Alectinib Potential First-Line Treatment for NSCLC Associated with ALK Mutation

August 2016 Vol 9, Special Issue: Payers' Perspectives in Oncology - Lung Cancer
Wayne Kuznar

 

New data from an interim analysis of the head-to-head, open-­label, phase 3, Japanese study J-ALEX show that alectinib (Alecensa) significantly improved progression-free survival (PFS) compared with crizotinib (Xalkori) in the frontline setting, said Hiroshi Nokihara, MD, PhD, of the National Cancer Center Hospital, Tokyo, Japan.

“Based on these results, we believe that alectinib is the new standard first-line therapy for ALK-positive NSCLC,” Dr Nokihara said at ASCO 2016.

Alectinib, an oral anaplastic lymphoma kinase (ALK) inhibitor, was approved in December 2015 for advanced, ALK-positive non–small-cell lung cancer (NSCLC) that progressed after crizotinib therapy.

Overall, 207 Japanese patients with advanced or recurrent NSCLC and ALK mutation who had never received an ALK inhibitor were randomized to alectinib 300 mg twice daily or to crizotinib 250 mg twice daily, with a follow-up of 12 months in the alectinib group and 12.2 months in the crizotinib group. Treatment continued until disease progression or unacceptable toxicity. The primary end point was median PFS.

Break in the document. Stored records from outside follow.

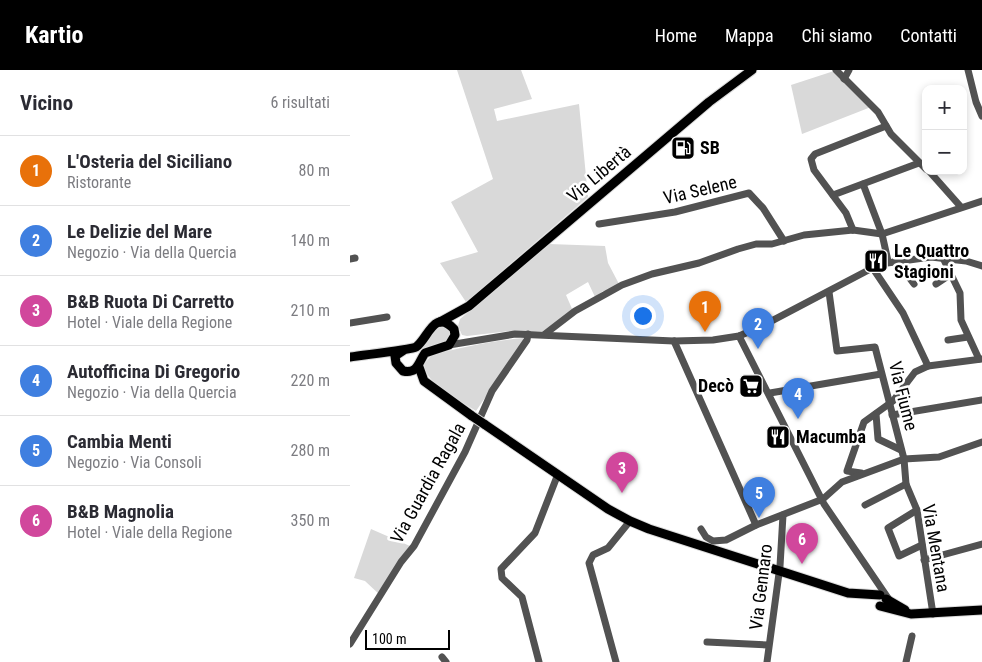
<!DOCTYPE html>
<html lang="it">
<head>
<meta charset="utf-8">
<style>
	:root { --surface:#fff; --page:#f7f7f7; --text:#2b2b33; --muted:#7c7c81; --line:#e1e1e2; --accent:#000 }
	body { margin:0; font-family:"Roboto Condensed",sans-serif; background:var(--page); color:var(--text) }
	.controls { position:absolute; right:15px; top:15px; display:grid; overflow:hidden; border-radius:10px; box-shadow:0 2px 8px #0003 }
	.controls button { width:45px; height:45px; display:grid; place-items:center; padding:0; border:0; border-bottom:1px solid var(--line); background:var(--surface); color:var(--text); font:25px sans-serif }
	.scale { position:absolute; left:15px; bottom:12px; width:85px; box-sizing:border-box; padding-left:5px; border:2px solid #000; border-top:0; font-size:14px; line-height:18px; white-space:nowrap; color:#000; -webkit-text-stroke:4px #fff; paint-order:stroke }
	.you { position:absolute; left:292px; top:245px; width:18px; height:18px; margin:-12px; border:4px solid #fff; border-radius:50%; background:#1a73e8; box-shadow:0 0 0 8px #1a73e833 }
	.badge { display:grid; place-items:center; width:32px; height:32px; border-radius:50%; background:var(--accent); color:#fff; font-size:16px; font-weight:700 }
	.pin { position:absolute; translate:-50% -41px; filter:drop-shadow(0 1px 2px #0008) }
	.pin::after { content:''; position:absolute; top:26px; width:18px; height:15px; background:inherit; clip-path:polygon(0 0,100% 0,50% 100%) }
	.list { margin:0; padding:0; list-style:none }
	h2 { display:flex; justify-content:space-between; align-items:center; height:65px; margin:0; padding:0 20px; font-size:21px }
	h2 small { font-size:16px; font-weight:400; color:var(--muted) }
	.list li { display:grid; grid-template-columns:32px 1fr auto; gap:15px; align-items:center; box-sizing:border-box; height:70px; padding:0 20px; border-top:1px solid var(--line) }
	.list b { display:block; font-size:19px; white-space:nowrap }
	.list p { margin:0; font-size:16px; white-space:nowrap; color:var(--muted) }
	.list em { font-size:16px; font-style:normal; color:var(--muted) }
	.map { position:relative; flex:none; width:632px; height:592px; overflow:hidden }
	header { display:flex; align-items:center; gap:30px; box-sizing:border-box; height:70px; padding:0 25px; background:var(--accent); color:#fff }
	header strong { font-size:24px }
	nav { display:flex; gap:28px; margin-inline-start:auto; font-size:18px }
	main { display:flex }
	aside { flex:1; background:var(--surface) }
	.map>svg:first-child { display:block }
	.green { fill:#d9d9d9 }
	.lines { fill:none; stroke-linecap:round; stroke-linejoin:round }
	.major-casing { stroke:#dbdbdb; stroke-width:11 }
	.minor { stroke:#525252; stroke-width:7 }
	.major { stroke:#000; stroke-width:9 }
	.major-bridge-casing { stroke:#dbdbdb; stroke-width:11; stroke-linecap:butt }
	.major-bridge { stroke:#000; stroke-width:9 }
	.labels { text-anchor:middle; stroke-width:5; stroke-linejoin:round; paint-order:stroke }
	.poi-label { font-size:18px; font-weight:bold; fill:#000; stroke:#fff; text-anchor:start }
	.street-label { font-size:18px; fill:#000; stroke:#fff }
</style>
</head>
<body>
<header>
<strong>Kartio</strong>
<nav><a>Home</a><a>Mappa</a><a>Chi siamo</a><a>Contatti</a></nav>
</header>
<main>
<aside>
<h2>Vicino<small>6 risultati</small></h2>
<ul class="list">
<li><span class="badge" style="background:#e8710a">1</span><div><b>L'Osteria del Siciliano</b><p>Ristorante</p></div><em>80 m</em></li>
<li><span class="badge" style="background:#3f7fe0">2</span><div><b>Le Delizie del Mare</b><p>Negozio · Via della Quercia</p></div><em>140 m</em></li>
<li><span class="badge" style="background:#d1479c">3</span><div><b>B&amp;B Ruota Di Carretto</b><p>Hotel · Viale della Regione</p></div><em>210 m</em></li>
<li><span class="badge" style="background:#3f7fe0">4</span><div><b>Autofficina Di Gregorio</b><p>Negozio · Via della Quercia</p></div><em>220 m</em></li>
<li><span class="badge" style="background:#3f7fe0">5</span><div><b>Cambia Menti</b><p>Negozio · Via Consoli</p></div><em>280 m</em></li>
<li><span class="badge" style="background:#d1479c">6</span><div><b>B&amp;B Magnolia</b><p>Hotel · Viale della Regione</p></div><em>350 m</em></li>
</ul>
</aside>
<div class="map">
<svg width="632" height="592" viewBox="0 0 632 592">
	<rect width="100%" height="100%" fill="#fff"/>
	<g class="green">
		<path d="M107,0H171L182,29L144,39L147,51L229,34L238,127L116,232L90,193L128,182L101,132L143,109Z"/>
		<path d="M484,1L521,37L452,64L441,15Z"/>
		<path d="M199,174L255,176L258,193L269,214L255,222L253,221L245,227L238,212L216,225L223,241L193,261H161L117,266L112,265L108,256L110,249Z"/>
		<path d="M90,256C102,258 101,265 96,273L74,278L73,276L80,263Z"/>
		<path d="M173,268V272L126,341C111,331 75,314 74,294L82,285C112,277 141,271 173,268Z"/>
		<path d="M21,459L60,476L51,487L30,525L15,511L4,508Z"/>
	</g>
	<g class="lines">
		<g class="major-casing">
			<g id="major">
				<path d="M90,252L119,236L359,32L402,0"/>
				<path d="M0,287C12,285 60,280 66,277C78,269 84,238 104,259L105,265L99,275L75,283C68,293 68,304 53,301L46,293L45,286L54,280"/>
				<path d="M69,297L74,311L122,346"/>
				<path d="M134,354L258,439L280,451L299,459L498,523L530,525"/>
				<path d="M536,529L555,540"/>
				<path d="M530,536L561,544L632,540"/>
			</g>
		</g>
		<g class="minor">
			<path d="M486,0L528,42L541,64L576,99"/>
			<path d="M618,0L626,32L632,46"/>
			<path d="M494,9L499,0"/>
			<path d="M579,101L611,137"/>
			<path d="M513,114L532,164L538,191"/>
			<path d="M483,125L569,93"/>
			<path d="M249,154L325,142L399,123L413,138L434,171"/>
			<path d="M503,160L496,143L464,100L461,89L465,84L536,56"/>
			<path d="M593,188L610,223L611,250L629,289"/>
			<path d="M0,189L5,188"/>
			<path d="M546,190L564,214"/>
			<path d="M522,197L553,243L578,296"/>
			<path d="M586,214L601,204"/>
			<path d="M479,222L487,281L525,277L554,389L556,414L567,440L583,544"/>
			<path d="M0,253L37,247"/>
			<path d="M195,264L225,241L254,225L272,215L302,204L349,193L388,179L406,174H422L454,165L503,160L532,164L632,131"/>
			<path d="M389,266L474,434L540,531"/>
			<path d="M598,270L618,267"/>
			<path d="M324,271L406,455"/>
			<path d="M99,275L165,264L324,271L363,270L389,266L410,257L530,194L581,187L616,191L632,196"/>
			<path d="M420,323L531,304"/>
			<path d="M526,344L528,369L551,380"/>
			<path d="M542,345L632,330"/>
			<path d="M511,403L497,401L514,352L543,331L565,302L578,296L632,289"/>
			<path d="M515,435L556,414"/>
			<path d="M567,440L538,458L549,486L572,475"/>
			<path d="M351,459L356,467L363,471L376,470L406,455L473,429L492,412L554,389L589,387L632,372"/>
			<path d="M574,490L632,474"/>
			<path d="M357,572L418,575"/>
			<path d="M0,574L51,492L64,476L115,382L142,321L177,270L178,264"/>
			<path d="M92,587L96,592"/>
			<path d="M189,592L172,527L152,508L151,499L185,463L208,404"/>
			<path d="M266,592L239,493L243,485L258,478L280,451"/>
			<path d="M417,592L430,496L433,445"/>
			<path d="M556,592L562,566"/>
		</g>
		<use href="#major" class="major"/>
		<g class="major-bridge-casing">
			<path id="major-bridge" d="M122,346L134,354"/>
		</g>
		<use href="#major-bridge" class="major-bridge"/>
	</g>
	<defs>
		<g id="fuel-square" transform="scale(1.25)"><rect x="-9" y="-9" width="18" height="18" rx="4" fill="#000" stroke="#fff"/><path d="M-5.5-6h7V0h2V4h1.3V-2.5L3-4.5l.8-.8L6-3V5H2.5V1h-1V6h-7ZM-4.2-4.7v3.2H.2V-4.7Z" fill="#fff"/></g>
		<g id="restaurant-square" transform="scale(1.25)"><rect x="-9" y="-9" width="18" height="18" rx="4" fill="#000" stroke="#fff"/><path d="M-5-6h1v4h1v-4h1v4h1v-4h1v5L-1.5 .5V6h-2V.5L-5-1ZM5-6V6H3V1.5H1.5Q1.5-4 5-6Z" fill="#fff"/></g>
		<g id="supermarket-square" transform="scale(1.25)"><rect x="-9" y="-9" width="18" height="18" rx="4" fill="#000" stroke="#fff"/><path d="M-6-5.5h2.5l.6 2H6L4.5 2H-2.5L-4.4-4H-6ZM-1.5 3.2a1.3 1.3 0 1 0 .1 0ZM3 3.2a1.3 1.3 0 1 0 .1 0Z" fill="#fff"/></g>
	</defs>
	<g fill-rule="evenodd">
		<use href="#fuel-square" x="333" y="78"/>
		<use href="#restaurant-square" x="526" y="191"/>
		<use href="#supermarket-square" x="401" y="316"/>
		<use href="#restaurant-square" x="428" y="367"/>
	</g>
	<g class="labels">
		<g class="poi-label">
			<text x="350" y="84">SB</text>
			<text x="544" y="187">Le Quattro<tspan x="544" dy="21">Stagioni</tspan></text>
			<text x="384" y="322" text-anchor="end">Decò</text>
			<text x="446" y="373">Macumba</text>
		</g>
		<g class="street-label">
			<text transform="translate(249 104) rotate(-40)" y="6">Via Libertà</text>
			<text transform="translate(350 120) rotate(-13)" y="6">Via Selene</text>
			<text transform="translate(553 326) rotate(76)" y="6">Via Fiume</text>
			<text transform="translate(78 413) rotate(-61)" y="6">Via Guardia Ragala</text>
			<text transform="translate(586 478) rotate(80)" y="6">Via Mentana</text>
			<text transform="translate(411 517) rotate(-83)" y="6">Via Gennaro</text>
		</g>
	</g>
</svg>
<div class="controls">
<button>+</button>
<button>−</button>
</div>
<div class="scale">100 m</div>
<div class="you"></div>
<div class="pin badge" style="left:355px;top:262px;background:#e8710a">1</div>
<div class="pin badge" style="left:408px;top:279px;background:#3f7fe0">2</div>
<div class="pin badge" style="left:272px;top:423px;background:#d1479c">3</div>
<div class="pin badge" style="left:448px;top:349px;background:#3f7fe0">4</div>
<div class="pin badge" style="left:409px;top:448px;background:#3f7fe0">5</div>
<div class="pin badge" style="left:452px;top:494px;background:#d1479c">6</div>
</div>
</main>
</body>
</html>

At baseline, 27.9% of patients in the crizotinib group had brain metastases compared with 13.6% in the alectinib group; other baseline characteristics were similar between the 2 groups. Although the study investigated the optimal first-line therapy for patients with NSCLC and ALK mutation, approximately 33% of patients in each group had received 1 line of chemotherapy.

Alectinib Outperforms Crizotinib in the First-Line Setting

The investigator-assessed overall response rate (ORR) was 85.4% in the alectinib group compared with 70.2% in the crizotinib group. When assessed by an independent review, the ORR was 91.6% in the alectinib group versus 78.9% in the crizotinib group.

The median PFS was significantly superior with alectinib versus crizotinib: at the time of data analysis, the median PFS had not been reached in the alectinib group, but the lower 95% confidence interval was 20.3 months. The median PFS with crizotinib was 10.2 months, with a hazard ratio (HR) of 0.34 (P <.001) in favor of alectinib.

In the subgroup of patients with brain metastases at baseline, the HR for PFS was 0.08 with alectinib versus crizotinib.

In addition to a superior PFS, 26.2% of patients in the alectinib group had grade 3 or 4 adverse events versus 51.9% in the crizotinib group, and 8.7% of patients discontinued the study because of adverse events in the alectinib group versus 20.2% in the crizotinib group. Furthermore, treatment interruption because of adverse events was less common with alectinib (29.1%) than with crizotinib (74.0%).

The only adverse event reported in >30% of patients in the alectinib group was constipation; nausea, diarrhea, vomiting, visual disturbance, dysgeusia, constipation, elevation in alanine aminotransferase (ALT) levels, and elevation in aspartate aminotransferase levels each occurred in >30% of patients.

Overall, 8 patients in each treatment group withdrew from the study because of interstitial lung disease. In the crizotinib group, 5 patients discontinued treatment because of impaired hepatic function, and 4 patients discontinued treatment after an increase in ALT levels.

Addressing whether alectinib therapy should now be considered the new frontline standard in ALK-positive NSCLC based on the J-ALEX study, discussant Shirish M. Gadgeel, MD, Leader of the Thoracic Oncology Multidisciplinary Team, Karmanos Cancer Center, Detroit, MI, gave a cautious “yes.”

The superior efficacy and toxicity profile with alectinib are persuasive, said Dr Gadgeel, but “there’s clearly a note of caution in that these results are based on an interim analysis, though planned, and we still await the results of the global ALEX study.”